Battersi per l’inclusione scolastica

Battersi per l’inclusione scolastica

Cosa sappiamo davvero dell’inclusione scolastica in Italia, di questo fiore all’occhiello del nostro sistema di istruzione, che ci pone all’avanguardia nel panorama internazionale? Sì, perché l’inclusione è un ideale facile da abbracciare sulla carta ma, come i dati ci mostrano, difficile da mettere in pratica. Non mancano, infatti, le Convenzioni, normative e linee guida che ribadiscono a più riprese questo obiettivo condiviso a livello mondiale, europeo e nazionale, un insieme di principi e valori che però si scontra con la realtà attuativa, fatta di barriere culturali, istituzionali e, in alcuni casi, economiche. E anche in un Paese come l’Italia, che ha creduto in questo principio fin dagli anni Settanta e ne ha fatto un baluardo in tutti i suoi livelli di istruzione, dal nido all’università, l’andamento del progetto appare claudicante, in lotta tra l’intensità delle convinzioni e il dibattito acceso sulle carenze strutturali.
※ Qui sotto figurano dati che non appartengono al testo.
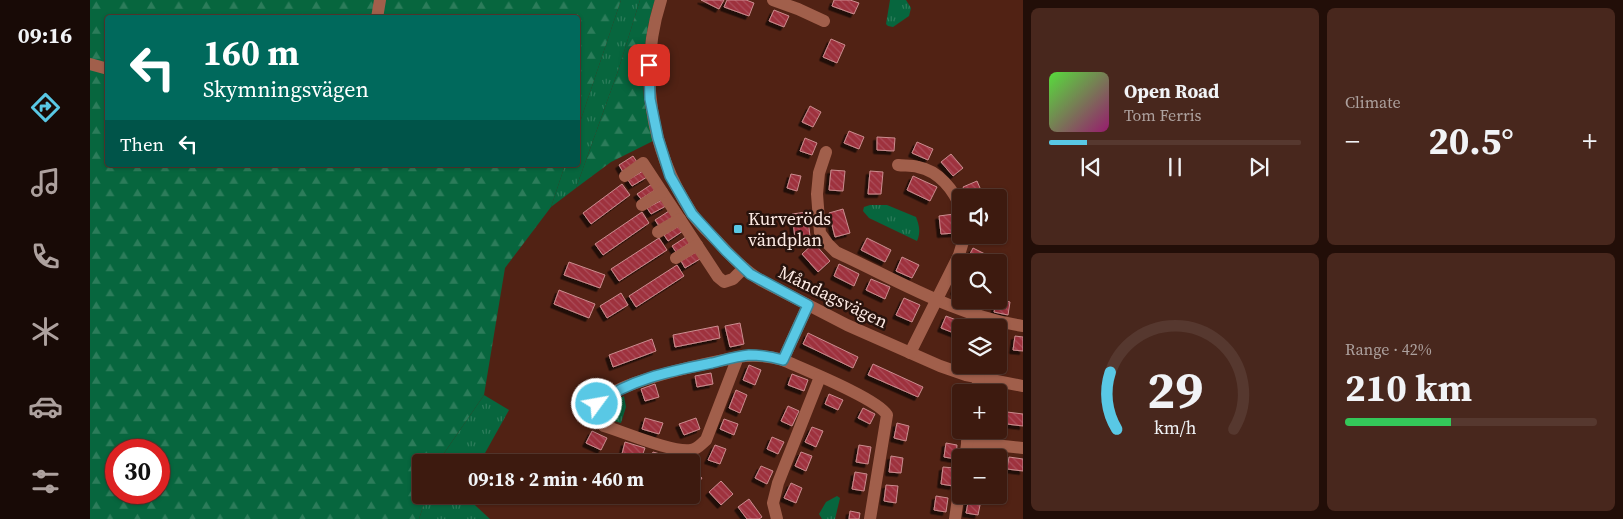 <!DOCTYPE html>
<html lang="en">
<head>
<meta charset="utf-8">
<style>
	:root { --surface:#3d1a0f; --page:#48271d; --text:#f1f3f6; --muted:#ada19e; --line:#56382f; --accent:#59c8e5 }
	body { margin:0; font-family:"Source Serif 4",serif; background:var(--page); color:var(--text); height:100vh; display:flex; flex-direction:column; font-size:19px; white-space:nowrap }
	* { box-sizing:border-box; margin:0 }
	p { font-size:16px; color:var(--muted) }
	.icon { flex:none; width:28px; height:28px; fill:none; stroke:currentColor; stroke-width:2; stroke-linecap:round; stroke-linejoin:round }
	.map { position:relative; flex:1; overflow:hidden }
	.details { display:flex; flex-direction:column; gap:8px; padding:8px; background:#220e08; width:600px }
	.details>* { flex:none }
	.banner { position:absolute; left:15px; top:15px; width:475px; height:152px; border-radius:5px; box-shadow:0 1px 4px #0004,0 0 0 1px var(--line); background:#00695c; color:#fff; overflow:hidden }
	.tools { position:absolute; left:862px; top:189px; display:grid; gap:10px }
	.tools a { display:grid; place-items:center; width:55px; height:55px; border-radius:5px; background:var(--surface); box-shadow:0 1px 4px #0004,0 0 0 1px var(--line); font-size:25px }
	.speed { position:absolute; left:15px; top:439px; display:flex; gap:10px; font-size:25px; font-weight:700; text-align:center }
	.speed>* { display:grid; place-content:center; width:65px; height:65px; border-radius:50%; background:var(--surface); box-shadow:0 1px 4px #0004,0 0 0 1px var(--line); line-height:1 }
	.speed .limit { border:8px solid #d22; background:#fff; color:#111 }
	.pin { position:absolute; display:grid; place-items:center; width:42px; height:42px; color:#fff; margin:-21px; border-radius:10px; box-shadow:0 2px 8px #0006 }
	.me { position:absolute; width:55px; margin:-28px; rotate:58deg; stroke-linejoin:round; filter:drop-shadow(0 0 4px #0008) }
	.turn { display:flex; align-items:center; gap:18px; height:105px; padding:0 15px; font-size:22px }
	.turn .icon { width:65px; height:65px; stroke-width:2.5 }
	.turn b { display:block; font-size:35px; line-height:42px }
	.then { display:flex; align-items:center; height:48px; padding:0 15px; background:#0003; gap:10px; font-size:19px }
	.big { font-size:38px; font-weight:700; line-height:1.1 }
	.details .widget { flex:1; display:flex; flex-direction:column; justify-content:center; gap:8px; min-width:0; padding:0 18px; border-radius:8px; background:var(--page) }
	.details .dial { align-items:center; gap:0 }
	.dial svg { height:130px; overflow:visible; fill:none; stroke:var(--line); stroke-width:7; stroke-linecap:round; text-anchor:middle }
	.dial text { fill:var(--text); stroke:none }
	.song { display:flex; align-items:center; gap:15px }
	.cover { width:60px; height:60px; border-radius:8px; background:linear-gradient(135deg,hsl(110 70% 55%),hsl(320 70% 35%)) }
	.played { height:5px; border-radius:2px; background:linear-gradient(90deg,var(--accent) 15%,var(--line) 15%) }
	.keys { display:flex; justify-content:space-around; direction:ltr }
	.heat { display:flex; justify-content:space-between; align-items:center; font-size:28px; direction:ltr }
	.charge { height:8px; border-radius:4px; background:linear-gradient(90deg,#34c759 42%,var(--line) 0) }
	.details .tiles { flex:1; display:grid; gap:8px; grid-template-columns:repeat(2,1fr) }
	.trip { position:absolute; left:322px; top:454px; width:288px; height:50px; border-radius:5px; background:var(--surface); box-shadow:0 1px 4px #0004,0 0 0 1px var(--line); font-weight:700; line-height:50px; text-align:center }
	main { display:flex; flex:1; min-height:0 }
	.tab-bar { display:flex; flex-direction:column; width:90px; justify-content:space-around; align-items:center; background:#180a06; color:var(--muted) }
	.tab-bar .icon { width:35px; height:35px }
	.tab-bar .on { color:var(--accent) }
	.tab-bar b { font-size:22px; color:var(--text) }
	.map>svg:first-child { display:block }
</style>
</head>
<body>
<main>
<nav class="tab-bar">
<b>09:16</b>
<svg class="icon on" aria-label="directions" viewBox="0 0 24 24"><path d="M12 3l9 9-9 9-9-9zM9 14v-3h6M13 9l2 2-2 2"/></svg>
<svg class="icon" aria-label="music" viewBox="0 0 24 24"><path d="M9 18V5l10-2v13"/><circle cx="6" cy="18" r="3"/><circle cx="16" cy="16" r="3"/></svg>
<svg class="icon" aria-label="phone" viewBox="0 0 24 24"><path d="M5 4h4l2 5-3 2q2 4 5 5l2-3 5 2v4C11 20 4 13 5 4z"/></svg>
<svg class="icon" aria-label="climate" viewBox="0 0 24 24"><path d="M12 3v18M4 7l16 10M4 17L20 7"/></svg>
<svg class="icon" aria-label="car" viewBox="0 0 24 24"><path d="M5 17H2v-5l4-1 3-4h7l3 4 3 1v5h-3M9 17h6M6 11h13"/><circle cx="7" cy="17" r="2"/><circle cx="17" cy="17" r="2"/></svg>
<svg class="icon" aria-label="filters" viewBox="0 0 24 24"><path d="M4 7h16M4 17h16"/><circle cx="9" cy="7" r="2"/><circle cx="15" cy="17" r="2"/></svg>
</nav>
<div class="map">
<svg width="933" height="519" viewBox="0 0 933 519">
	<defs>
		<pattern id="grass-tufts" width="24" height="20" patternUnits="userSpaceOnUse" patternTransform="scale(1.25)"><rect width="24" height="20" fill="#07663e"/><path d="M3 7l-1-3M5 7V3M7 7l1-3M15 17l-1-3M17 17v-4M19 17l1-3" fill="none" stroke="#2c7c5a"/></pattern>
		<pattern id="forest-firs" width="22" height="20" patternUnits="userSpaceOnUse" patternTransform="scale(1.25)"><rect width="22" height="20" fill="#07663e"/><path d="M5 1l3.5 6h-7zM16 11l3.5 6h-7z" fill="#2c7c5a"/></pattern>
		<pattern id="building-back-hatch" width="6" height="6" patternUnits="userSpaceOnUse" patternTransform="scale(1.25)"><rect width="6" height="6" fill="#9e303e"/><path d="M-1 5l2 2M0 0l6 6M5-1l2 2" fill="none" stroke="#ac4e5a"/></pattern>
		<filter id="shadow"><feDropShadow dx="-3.5" dy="3.5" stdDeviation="0" flood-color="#0009"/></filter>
	</defs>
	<rect width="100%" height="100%" fill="#512214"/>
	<g fill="url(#grass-tufts)">
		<polygon points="531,0 550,0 528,71 486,188 461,207 475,165 488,165 488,128"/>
		<polygon points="800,0 816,0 821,8 819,16 803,27 798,26 796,24"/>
		<path d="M780,205H797L826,217C829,225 831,232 827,241L779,218L773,211L774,207Z"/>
		<polygon points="394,395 419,410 390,462 348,462"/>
		<path d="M534,396L536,407L531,423C522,420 513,419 512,408L518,404Z"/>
		<polygon points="337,495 374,495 400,519 329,519"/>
		<polygon points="747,496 750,498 745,519 732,519 729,514 736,502"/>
	</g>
	<g fill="url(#forest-firs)" fill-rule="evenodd">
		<path d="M0,0H531L488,128V18H18V165H475L461,207L415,268L394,395L348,462H331V495H337L329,519H0ZM26,450H69V492H26Z"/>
		<path d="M550,0H565C555,30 551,68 554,100C556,113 560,128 563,141L521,162L486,188L528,71Z"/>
	</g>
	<g fill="url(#building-back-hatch)" stroke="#cb8d8f" filter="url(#shadow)">
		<polygon points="611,0 634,0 629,9"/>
		<polygon points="637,0 656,0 664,3 659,16 634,7"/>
		<polygon points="744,0 760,0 769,3 764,14 742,6"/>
		<polygon points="684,10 699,16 694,27 679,21"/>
		<polygon points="741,39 755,45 747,63 733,57"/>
		<polygon points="720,106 731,112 723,127 712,122"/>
		<polygon points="759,131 774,137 769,149 754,143"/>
		<polygon points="787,137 805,138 804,151 787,150"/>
		<polygon points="715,138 727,143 722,155 710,151"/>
		<polygon points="827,142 843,149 838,160 822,153"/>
		<polygon points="861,154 873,168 863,176 851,162"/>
		<polygon points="543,156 547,162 533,172 529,165"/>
		<polygon points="741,170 755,171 753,191 739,190"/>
		<polygon points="553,171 557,177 542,186 538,180"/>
		<polygon points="780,171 793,172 791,194 778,194"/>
		<polygon points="701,174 711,176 707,191 697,188"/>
		<polygon points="823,176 847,187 840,201 817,190"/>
		<polygon points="887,181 893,195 887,198 878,198 873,187"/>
		<polygon points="532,184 540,195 501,224 493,213"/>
		<polygon points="562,184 565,190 551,199 547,194"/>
		<polygon points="572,200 576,206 561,214 557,208"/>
		<polygon points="753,209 760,233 745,237 739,213"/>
		<polygon points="579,211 583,217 569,226 565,220"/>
		<polygon points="552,212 559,223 513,255 505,244"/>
		<polygon points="717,212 720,236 705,238 702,214"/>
		<polygon points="864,214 866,233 851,234 849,216"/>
		<polygon points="589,226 593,231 578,241 574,235"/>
		<polygon points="596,237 600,243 586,252 582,246"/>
		<polygon points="569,238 577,250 529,281 521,269"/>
		<polygon points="777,238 801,250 795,262 771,250"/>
		<polygon points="724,243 740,261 728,272 712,254"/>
		<polygon points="883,248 895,254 891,262 876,262"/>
		<polygon points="606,252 610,259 595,268 591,261"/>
		<polygon points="812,257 829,265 822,278 806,271"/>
		<polygon points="479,262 515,275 510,288 474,275"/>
		<polygon points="749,264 769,274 764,286 744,276"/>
		<polygon points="587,265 594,276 546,307 539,296"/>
		<polygon points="871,276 871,294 864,291"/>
		<polygon points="781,279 800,287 795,299 776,290"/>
		<polygon points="469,290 505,304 499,318 464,304"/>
		<polygon points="531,293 538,305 517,318 510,306"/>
		<polygon points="814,298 830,305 822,322 806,315"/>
		<polygon points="909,299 920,302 918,315 904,312 907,300"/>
		<polygon points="856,316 874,323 869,335 851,328"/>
		<polygon points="650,323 654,344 640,347 635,326"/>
		<polygon points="628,326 630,338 585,347 583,335"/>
		<polygon points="718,333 768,357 763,368 713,344"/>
		<polygon points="925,336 933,337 933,351 923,350"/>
		<polygon points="562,339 566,351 523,367 519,355"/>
		<polygon points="783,364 833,387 828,397 778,375"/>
		<polygon points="659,365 671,370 665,385 653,380"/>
		<polygon points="621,373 623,384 607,387 605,376"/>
		<polygon points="702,374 718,380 714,391 698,385"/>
		<polygon points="565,384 569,397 555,401 551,389"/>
		<polygon points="646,390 657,395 650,413 639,408"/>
		<polygon points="739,394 753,400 748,410 735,404"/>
		<polygon points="698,406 709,411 702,426 691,421"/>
		<polygon points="773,408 785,414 780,424 768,418"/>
		<polygon points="909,411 933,414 933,426 909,423"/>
		<polygon points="555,418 573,423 569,434 552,429"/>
		<polygon points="606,418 610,429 594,435 589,424"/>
		<polygon points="634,419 648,424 644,435 630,429"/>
		<polygon points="807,423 819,426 816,441 804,438"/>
		<polygon points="722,427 733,431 726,447 715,442"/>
		<polygon points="502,431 517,438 511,450 496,443"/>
		<polygon points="682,437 694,442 688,454 677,449"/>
		<polygon points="535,442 555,448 551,459 532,454"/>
		<polygon points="856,443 867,445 866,459 854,457"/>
		<polygon points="625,445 636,449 630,464 618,460"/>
		<polygon points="769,445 781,447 778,464 766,462"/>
		<polygon points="563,452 584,458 583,462 559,462"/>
		<polygon points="711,452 722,456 716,471 705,466"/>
		<polygon points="801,456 813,458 811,473 799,472"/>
		<polygon points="919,457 933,459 933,471 917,469"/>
		<polygon points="671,466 683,471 677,484 665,478"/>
		<polygon points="853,467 865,468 863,486 851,484"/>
		<polygon points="603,471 612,478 601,493 601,473"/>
		<polygon points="765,472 777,474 774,491 762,489"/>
		<polygon points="631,481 643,494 631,505 619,492"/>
		<polygon points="701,483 712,488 706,503 694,498"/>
		<polygon points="796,485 808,486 806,503 794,501"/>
		<polygon points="846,496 858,498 856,512 844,510"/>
		<polygon points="879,498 891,500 888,515 876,513"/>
		<polygon points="659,499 672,517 669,519 657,519 648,507"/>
		<polygon points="760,511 770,513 769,519 759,519"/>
	</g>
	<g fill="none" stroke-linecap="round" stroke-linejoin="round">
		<g stroke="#a15f4b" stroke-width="12">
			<path d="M571,0C548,72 560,149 601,212C608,223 618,232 627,241C641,256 655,271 672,281L757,325L850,366L876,375L933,386"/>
			<polyline points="683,0 708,9 734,21"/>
			<polyline points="287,18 290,0"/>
			<polyline points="0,64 18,69"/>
			<path d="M736,152L729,173L727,194L730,233L738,244L746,252C807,280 866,316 933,326"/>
			<path d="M808,165C814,166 821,165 828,167C849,171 864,190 871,209"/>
			<polyline points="535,176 553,163 628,277 634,282 643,279 654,268"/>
			<polyline points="552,205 572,192"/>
			<polyline points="568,232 590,219"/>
			<polyline points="586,258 607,245"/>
			<polyline points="820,353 869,255 875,235"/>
			<path d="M648,357C630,361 463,390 514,426C534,432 583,453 601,450C608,449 611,444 616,440L648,357C664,354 678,356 693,360L718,305"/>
			<path d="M693,360C713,369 788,399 797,415L780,519"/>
			<polyline points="886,392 889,378"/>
			<polyline points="877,442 933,448"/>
			<polyline points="875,458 879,430"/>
			<polyline points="687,519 683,503 688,483 730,377"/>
			<polyline points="865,519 871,478"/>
		</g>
	</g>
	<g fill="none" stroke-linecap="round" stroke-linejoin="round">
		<g stroke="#3a8295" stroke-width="12">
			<path id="route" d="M507,404C539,379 582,371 622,363C634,360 647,356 659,355C671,355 682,357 693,360L718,305L660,274L636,251L602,214L580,176L568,138L560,99L559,65"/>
		</g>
		<use href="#route" stroke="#59c8e5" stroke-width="9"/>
	</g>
	<rect fill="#59c8e5" stroke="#28130d" stroke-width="2" x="643" y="224" width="10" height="10" rx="2.5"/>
	<g text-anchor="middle" stroke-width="5" stroke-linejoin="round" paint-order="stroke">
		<g font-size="18" fill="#fdeae4" stroke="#28130d" text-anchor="start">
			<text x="658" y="225">Kurveröds<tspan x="658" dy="21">vändplan</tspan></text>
		</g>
		<g font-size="18" fill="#fdeae4" stroke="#28130d">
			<text transform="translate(743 297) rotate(26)" y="6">Måndagsvägen</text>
		</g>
	</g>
</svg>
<div class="tools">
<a><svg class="icon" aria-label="sound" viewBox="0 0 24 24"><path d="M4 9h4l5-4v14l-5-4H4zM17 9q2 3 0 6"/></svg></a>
<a><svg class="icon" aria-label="search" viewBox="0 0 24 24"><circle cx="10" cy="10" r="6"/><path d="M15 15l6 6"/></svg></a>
<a><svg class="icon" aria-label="layers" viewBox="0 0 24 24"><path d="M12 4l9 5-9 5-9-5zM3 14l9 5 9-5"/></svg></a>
<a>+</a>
<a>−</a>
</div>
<div class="speed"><div class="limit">30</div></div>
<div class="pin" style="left:559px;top:65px;background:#d93025"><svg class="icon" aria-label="arrive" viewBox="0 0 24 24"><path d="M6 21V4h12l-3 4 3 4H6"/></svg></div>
<svg class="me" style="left:507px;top:404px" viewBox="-20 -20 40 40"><circle r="17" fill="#59c8e5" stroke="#fff" stroke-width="3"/><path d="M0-11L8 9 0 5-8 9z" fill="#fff"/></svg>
<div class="trip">09:18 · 2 min · 460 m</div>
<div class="banner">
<div class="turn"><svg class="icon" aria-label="left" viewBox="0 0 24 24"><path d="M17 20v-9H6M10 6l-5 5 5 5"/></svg><div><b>160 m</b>Skymningsvägen</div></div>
<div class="then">Then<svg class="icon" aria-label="left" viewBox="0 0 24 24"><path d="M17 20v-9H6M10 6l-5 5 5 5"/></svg></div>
</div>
</div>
<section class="details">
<div class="tiles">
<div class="widget">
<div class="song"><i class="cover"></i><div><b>Open Road</b><p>Tom Ferris</p></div></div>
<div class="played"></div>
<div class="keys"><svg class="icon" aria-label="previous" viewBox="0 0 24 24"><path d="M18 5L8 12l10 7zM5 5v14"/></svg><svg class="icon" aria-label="pause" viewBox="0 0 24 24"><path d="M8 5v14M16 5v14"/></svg><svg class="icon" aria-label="next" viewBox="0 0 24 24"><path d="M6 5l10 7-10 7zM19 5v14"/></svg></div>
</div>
<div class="widget"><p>Climate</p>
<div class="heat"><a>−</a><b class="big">20.5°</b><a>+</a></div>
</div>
<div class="widget dial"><svg viewBox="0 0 100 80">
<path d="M14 69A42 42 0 1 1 86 69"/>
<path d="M14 69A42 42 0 0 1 10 34" stroke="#59c8e5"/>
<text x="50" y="56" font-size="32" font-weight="700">29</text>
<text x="50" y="72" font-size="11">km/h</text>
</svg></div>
<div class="widget"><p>Range · 42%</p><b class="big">210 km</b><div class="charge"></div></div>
</div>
</section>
</main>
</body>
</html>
Volgere lo sguardo alla ricerca di settore, con una volontà analitica e di sintesi, è un tentativo di rafforzare questo complesso progetto, cercando di intervenire sulle sue fondamenta. È proprio il piano empirico e delle evidenze a essere sconfessato da esperti e accademici d’oltre confine, fortemente convinti che la credibilità di un modello si basi anche sulla capacità di produrre dati, documentare buone prassi, e rendere noti i risultati positivi, per tutti gli alunni e, ancor più, per gli alunni con disabilità. Le voci apertamente critiche degli «inclusio-scettici» — termine coniato da Dario Ianes in un suo recente volume (D. Ianes e G. Augello, Gli inclusio-scettici, Trento Erickson, 2019) — non solo permangono ma sembrano trovare nuove casse di risonanza e rimbalzare, in una sorta di contagio che non trova argine neppure dove l’inclusione si fa (certo, con fatica, difficoltà e dubbi, ma anche fermezza e, in molti casi, soddisfazione e risultati tangibili).

Per contrastare queste voci e restituire un quadro — il più possibile esteso ed esaustivo — sull’inclusione scolastica, abbiamo avviato uno studio di sintesi volto a ottenere informazioni sulla ricerca di settore condotta in Italia, interrogandoci su come si studino i fenomeni che la riguardano (con quali metodi, strumenti, e da quali punti di vista), su dove più spesso si soffermi lo sguardo (su quali alunni, quali livelli di istruzione, quali tematiche specifiche), e su quanto questi dati raggiungano un vasto pubblico, non solo nazionale ma anche internazionale. A guidare il progetto vi era, infatti, la convinzione che ricerca e prassi in educazione debbano essere interpretate come due grandezze direttamente proporzionali: al crescere di una (o meglio al fiorire di una) si accompagna, necessariamente, anche il crescere dell’altra mentre quando una delle due è manchevole anche l’altra similmente si opacizza, si atrofizza. E nel caso dell’inclusione scolastica la ricerca potrebbe divenire l’elemento dirimente nel dibattito, per dimostrare che, a sostegno del modello, non vi sono solo gli ideali ma anche benefici individuali e sociali.